Otro día, sin quererlo ni esperarlo, vives la fatalidad de perderte. Vagamente las fachadas te parecen similares a las de tu barrio, no sabes ya cuál es la dirección correcta y solo eres consciente de que estás en un laberinto interminable, y lo que más trágico te resulta es la enorme indiferencia de la gente hacia ti en esos eternos momentos de desorientada desazón. Una mano suave coge la tuya y oyes un sollozo de alegría mientras te abrazan. Te han encontrado, te andaban buscando y por fin te han encontrado. No sabes si llorar, porque llevas en la cabeza un mar de confusiones, y cuando te digo un mar es un mar sin horizontes, imponente, oscuro, agitado, helado.

No te perdonas al principio el fallo de la memoria, porque siempre habías tenido una portentosa capacidad para recordar las cosas con el mínimo detalle. Pero eso es nada.

Un día, en medio de la calle, alguien te saluda con bastante confianza y te quedas perplejo. No tienes el gusto de conocerle. Haces un esfuerzo brutal, como si quisieras exprimir todo tu cerebro igual que una naranja para que salga el maldito recordatorio que te alumbre la identidad de tu acompañante, y no lo consigues. Lo ves alejarse mientras te mira sorprendido, quizás con desagrado hacia ti porque tu turbación la interpretó como una desconsideración hacia su persona; parece decir, “mira, ni siquiera se ha acordado de mí, con la de veces que hemos hablado juntos, que nos conocemos desde hace años, vaya desaire”.

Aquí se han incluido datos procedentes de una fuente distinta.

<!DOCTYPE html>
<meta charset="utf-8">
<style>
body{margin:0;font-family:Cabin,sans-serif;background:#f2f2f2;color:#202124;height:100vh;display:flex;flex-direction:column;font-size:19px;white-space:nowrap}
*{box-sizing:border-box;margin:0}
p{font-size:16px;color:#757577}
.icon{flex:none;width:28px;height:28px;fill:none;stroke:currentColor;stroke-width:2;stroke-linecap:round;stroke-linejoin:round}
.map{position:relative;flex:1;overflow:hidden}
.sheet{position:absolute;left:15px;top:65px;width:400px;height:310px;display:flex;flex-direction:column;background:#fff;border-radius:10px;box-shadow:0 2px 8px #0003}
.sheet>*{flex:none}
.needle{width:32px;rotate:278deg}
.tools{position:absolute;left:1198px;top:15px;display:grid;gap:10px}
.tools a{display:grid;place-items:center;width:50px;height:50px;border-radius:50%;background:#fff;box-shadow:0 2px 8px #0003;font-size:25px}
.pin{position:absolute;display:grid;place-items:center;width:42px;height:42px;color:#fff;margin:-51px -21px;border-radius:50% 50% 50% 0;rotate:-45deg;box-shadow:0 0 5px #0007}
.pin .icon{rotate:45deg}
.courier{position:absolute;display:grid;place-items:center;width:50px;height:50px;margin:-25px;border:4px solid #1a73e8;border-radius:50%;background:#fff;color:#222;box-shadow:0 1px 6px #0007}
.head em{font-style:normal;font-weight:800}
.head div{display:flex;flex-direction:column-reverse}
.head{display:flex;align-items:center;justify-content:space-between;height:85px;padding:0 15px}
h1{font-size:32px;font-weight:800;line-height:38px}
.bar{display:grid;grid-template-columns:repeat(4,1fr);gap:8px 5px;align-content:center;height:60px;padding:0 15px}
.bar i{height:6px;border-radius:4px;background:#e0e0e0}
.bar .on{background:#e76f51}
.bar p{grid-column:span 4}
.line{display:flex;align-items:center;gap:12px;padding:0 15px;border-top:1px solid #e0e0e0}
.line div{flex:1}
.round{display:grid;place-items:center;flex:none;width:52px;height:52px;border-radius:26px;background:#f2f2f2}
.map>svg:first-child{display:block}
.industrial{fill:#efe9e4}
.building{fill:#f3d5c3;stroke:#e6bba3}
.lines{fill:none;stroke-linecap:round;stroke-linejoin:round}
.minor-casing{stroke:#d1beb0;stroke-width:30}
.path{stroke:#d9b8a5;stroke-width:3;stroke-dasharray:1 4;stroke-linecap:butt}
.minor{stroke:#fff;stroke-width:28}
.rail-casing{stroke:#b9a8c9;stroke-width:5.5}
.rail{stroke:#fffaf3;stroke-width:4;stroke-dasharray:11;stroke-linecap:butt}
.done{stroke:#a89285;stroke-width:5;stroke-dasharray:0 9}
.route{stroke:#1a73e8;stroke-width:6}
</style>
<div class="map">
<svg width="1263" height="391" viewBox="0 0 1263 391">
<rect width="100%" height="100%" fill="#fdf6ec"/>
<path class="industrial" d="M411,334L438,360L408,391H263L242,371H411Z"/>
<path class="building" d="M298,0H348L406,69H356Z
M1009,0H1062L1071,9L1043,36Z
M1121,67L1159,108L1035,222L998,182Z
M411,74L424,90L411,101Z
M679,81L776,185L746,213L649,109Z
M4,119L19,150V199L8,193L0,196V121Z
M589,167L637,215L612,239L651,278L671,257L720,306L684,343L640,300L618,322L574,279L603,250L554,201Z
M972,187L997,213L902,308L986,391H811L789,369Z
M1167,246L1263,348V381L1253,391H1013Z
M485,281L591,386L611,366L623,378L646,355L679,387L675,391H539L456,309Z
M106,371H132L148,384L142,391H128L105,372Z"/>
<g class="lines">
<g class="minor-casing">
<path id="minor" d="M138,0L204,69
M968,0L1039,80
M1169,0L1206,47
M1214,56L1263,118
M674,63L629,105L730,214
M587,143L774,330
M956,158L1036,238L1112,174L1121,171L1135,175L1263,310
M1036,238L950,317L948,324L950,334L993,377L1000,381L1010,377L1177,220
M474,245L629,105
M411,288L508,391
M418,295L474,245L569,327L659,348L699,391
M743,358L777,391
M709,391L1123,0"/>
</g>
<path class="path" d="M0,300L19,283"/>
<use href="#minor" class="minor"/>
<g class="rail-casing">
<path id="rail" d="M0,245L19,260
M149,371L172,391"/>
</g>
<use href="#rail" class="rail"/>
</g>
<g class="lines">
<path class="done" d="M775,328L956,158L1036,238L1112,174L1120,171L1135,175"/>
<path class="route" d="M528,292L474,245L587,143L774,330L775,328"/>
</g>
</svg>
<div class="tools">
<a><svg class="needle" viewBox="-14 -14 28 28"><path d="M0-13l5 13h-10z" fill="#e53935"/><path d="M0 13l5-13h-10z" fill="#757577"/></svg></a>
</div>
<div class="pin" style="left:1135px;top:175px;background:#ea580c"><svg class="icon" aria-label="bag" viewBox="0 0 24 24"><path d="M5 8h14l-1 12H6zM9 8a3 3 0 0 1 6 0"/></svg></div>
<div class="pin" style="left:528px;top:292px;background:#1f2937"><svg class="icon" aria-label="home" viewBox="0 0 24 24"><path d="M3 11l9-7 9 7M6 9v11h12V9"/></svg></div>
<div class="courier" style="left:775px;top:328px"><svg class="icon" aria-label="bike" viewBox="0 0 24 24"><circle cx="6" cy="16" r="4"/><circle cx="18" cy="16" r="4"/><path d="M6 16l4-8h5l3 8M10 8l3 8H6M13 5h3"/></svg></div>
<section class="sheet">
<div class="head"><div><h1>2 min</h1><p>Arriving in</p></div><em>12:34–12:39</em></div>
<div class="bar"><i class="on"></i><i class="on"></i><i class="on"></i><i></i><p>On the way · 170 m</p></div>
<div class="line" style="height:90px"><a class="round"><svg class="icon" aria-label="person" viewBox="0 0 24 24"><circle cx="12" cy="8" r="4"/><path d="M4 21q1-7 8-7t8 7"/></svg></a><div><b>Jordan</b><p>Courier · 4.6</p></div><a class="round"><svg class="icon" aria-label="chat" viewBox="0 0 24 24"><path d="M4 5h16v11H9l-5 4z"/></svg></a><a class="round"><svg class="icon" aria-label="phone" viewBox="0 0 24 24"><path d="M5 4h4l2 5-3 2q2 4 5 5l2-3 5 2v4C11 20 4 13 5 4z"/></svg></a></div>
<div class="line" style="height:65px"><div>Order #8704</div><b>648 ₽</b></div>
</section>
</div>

Pero eso es nada. Un día te resultan desconocidos casi todos los rostros que te rodean. Es una sensación de soledad absoluta, aún estando entre ellos, no sabes quiénes son. Y ves junto a ti rostros estupefactos, algunos niños se ríen, otras personas lloran, todos te cogen suavemente por el abrazo como si quisieran servirte de apoyo. Te llevan al sillón y se quedan mirándote como si fueras otro, no saben cuánto te duele que te sientan como otro, que seas otro...

Puede que, sin darte cuenta cómo ha sido, notes un calor húmedo entre las piernas; te tocas con las manos y tienes la impresión de que esa mancha mojada es tuya... Entre vagas sensaciones has vislumbrado que te has orinado. Te lo confirma esa frialdad resultante al pasar sólo unos minutos. Dios mío, no sabes realmente lo que ha pasado y, entre unas nebulosas de atormentada timidez, muere estrangulado ese prurito de intimidad personal que tanto habías defendido. Ya estás adaptado, has asumido con una inocencia de circunstancias que en esa región tan pudenda ya pueden entrar más gente a tocar, mientras tanto tú finges una rígida indiferencia.

Un día, al fin, te encuentras jugando al trompo, el maestro te llama la atención porque te has salido de clase sin pedirle permiso, amenaza con castigarte y tú sales corriendo. En esa fuga sin retorno vas menguándote, encuentras aquella pelota de tu infancia y le das cuatro patadas, has roto el cristal de una ventana, tras ella mira una vieja mala, te asustas, sigues corriendo y encuentras la cuna. En la cuna estás boca arriba con unos pañales puestos, te has hecho pis y también te has hecho caca. Varias personas te están limpiando el culo, pero ya no te importa tanto. No ves a tu madre, lo que te provoca un enorme disgusto y sientes miedo. No quieres que vean tus partes íntimas, pero sientes el discreto placer de una manopla llena de agua enjabonada. Te entran ganas de llorar para que te den el chupete, recuerdas cuando te daban el pecho... Y cada instante es un paso más en unas aguas pantanosas donde tus esfuerzos por salir son inútiles, y vas hundiéndote poco a poco.

Y ya, con el barro espeso y negro al cuello, en el último momento antes del último suspiro, tu madre te coge la mano, tu madre que es tu hija.